New Treatment Strategies For Sickle Cell Disease

This is a report on external research. It is not endorsed by the Sickle Cell Society and does not form part of our Information Standard-accredited information

Dr.A.OLUJOHUNGBE Dip.Haem(UK).MRCP.MRCPath., Senior Registrar in Haematology, Manchester Royal Infirmary, Oxford Road, Manchester M13 9WL
Dr.A.YARDUMIAN MD.FRCP.FRCPath., Consultant Haematologist, North Middlesex Hospital, Sterling Way, London, N18 1QX Dr.K.I.CINKOTAI MD.FRCPath., Consultant Haematologist, Manchester Royal Infirmary, Oxford Road, Manchester, M13 9WL

Please address correspondence to Dr.A.Olujohungbe

As the century grinds slowly to a halt, the challenge to improve the health of increasing numbers of patients with sickle cell disease worldwide (estimated at 12,000 in the UK by the year 2000) picks up tempo (1). Results of many exciting studies initiated early on in the decade became available to revolutionize the management of patients with sickle cell disease. They can be broadly categorised into:-
(a) those strategies which attempt to modify the clinical severity of the disease (Table 1)
(b) strategies which attempt to cure the disease

Table 1
Modify Cure
increase Hb F levels bone marrow transplantation
reduce dehydration within the red cell. gene therapy
prevent red cell membrane damage and rigidity.
regulate blood vessel flow and integrity.
gene therapy
blood transfusion

Modifying the clinical severity of sickle cell disease.

Available data suggests that patients with high foetal haemoglobin levels (HbF) have a milder clinical course and improved life expectancy (2, 3). HbF is thought to interfere physically with the sickling process.

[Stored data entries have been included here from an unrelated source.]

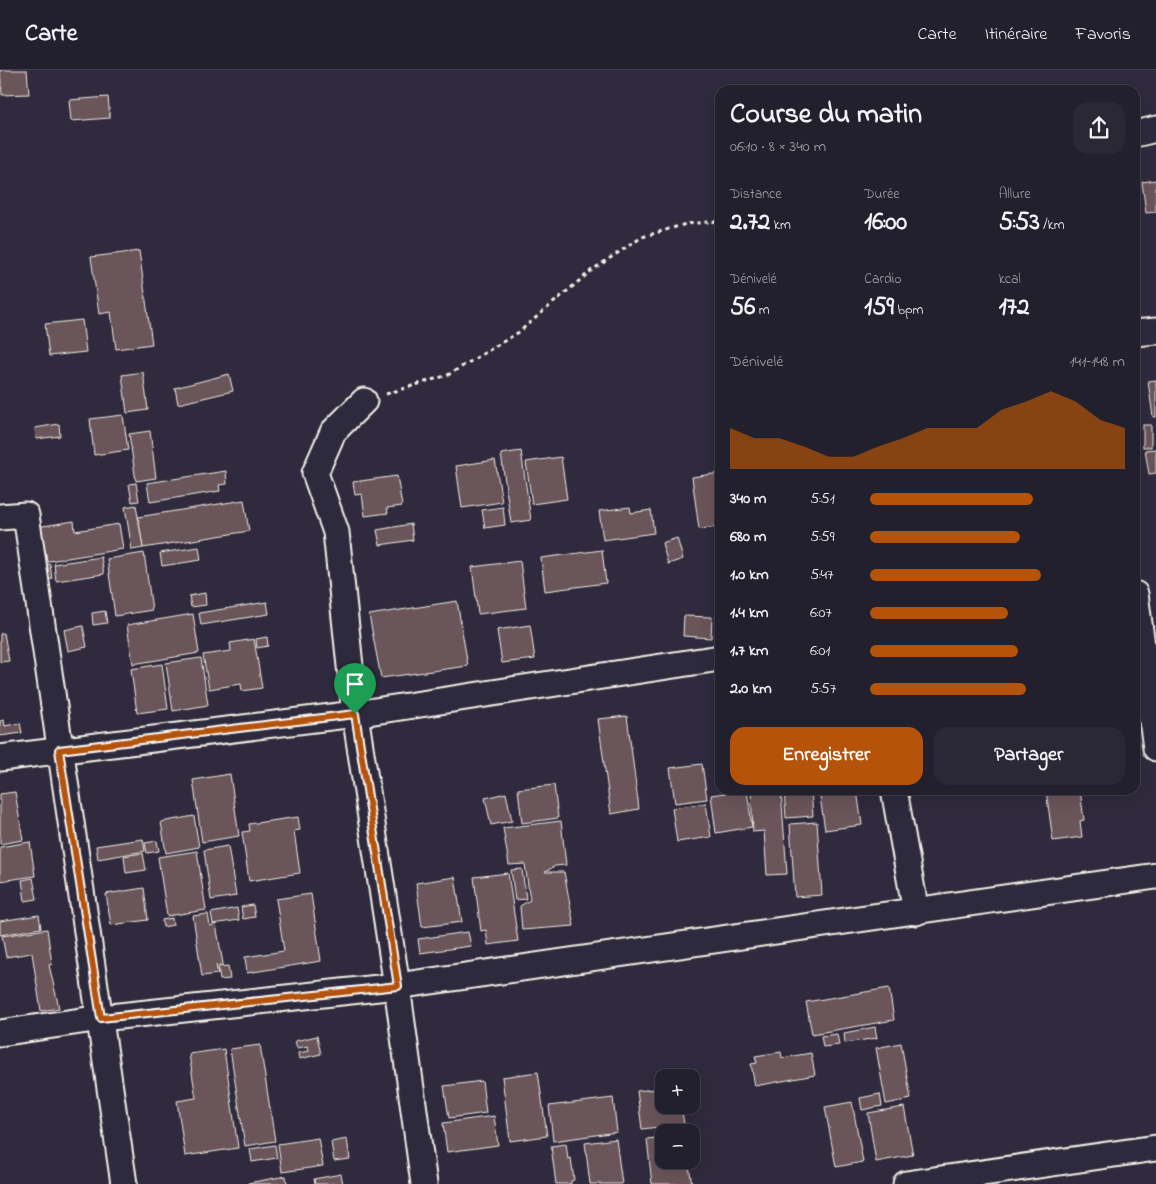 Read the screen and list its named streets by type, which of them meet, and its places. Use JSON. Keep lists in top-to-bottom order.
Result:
{
  "page": {
    "header": "Carte",
    "nav": ["Carte", "Itinéraire", "Favoris"],
    "heading": ["Course du matin", "06:10 · 8 × 340 m"],
    "stats": [
      ["Distance", "2.72 km"],
      ["Durée", "16:00"],
      ["Allure", "5:53 /km"],
      ["Dénivelé", "56 m"],
      ["Cardio", "159 bpm"],
      ["kcal", "172"]
    ],
    "chart": ["Dénivelé", "141–148 m"],
    "list": [
      {
        "name": "340 m",
        "note": "5:51"
      },
      {
        "name": "680 m",
        "note": "5:59"
      },
      {
        "name": "1.0 km",
        "note": "5:47"
      },
      {
        "name": "1.4 km",
        "note": "6:07"
      },
      {
        "name": "1.7 km",
        "note": "6:01"
      },
      {
        "name": "2.0 km",
        "note": "5:57"
      }
    ],
    "buttons": ["Enregistrer", "Partager"],
    "map_buttons": ["+", "−"]
  }
}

Attempts have been made to develop agents that will increase HbF production in patients with naturally low levels. Hydroxyurea is the first widely available agent to show promising activity and to be piloted in phase III studies in adults . It is the least toxic and most effective of the agents investigated so far .

In the large, randomised, multicentre study of hydroxyurea (MSH) evaluating 299 patients with severe sickle cell disease (defined as more than 3 hospital admission per year ) in the United States of America, hydroxyurea was shown to reduce by almost 50% the frequency of painful crises and the incidence of many of the acute complications, such as the chest syndrome (4). The results were deemed to be so conclusive that the trial was stopped 4 months prematurely and the results communicated as a” clinical alert” through the National Institutes of Health, USA. Other groups of drugs like erythropoietin, butyrates, valporoic acid and growth factors ( bone marrow stimulants) have been studied alone or in combination for their ability to increase HbF levels with less success. Hydroxyurea appears to have a good safety profile and its use has now been extended to children with sickle cell disease.The concerns about birth defects and toxicity has led to the setting up of an European register of sickle cell disease patients treated with hydroxyurea for patient monitoring (5). Hydroxyurea is not a cure for sickle cell disease so at present should be offered only to patients whose clinical condition is severe and who have been fully informed about this and other treatment options.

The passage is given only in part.